[Records from a data source]
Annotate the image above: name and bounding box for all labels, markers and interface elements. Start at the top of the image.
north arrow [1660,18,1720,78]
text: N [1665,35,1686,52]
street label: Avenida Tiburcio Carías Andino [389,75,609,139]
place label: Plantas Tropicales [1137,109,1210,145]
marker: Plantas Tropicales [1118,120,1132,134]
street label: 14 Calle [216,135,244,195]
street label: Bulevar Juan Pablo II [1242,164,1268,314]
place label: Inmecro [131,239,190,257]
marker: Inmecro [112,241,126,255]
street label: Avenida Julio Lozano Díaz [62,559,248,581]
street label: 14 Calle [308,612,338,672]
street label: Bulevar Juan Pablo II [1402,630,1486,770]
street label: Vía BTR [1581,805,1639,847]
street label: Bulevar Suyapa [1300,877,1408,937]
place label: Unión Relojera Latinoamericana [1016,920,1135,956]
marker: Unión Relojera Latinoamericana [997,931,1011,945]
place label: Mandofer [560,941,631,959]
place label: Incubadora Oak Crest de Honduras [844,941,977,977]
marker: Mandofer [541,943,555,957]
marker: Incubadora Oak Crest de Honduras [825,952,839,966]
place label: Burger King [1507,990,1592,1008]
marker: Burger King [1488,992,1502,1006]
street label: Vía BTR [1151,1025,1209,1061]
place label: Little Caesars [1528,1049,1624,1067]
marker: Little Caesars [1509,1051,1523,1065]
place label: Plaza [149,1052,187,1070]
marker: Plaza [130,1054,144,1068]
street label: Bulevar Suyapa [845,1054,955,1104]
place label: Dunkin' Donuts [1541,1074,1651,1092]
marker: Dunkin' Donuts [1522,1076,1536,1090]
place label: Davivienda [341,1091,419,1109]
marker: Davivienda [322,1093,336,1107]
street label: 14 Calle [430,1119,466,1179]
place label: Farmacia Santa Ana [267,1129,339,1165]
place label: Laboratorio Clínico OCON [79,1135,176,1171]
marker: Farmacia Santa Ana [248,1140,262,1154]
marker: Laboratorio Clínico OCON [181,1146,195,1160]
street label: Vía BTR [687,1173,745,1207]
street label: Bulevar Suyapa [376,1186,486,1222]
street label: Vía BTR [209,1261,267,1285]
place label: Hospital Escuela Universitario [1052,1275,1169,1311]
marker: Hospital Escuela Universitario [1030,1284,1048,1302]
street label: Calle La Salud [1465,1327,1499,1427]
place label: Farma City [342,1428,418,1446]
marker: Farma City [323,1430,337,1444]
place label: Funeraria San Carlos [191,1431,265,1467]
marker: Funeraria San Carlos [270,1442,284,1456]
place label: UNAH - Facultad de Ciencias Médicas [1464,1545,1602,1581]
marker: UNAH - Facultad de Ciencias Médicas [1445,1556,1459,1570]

- _Work task_:
Your response should be the lines of the entries above that include the string "Médicas".

- _Reply to the task_:
place label: UNAH - Facultad de Ciencias Médicas [1464,1545,1602,1581]
marker: UNAH - Facultad de Ciencias Médicas [1445,1556,1459,1570]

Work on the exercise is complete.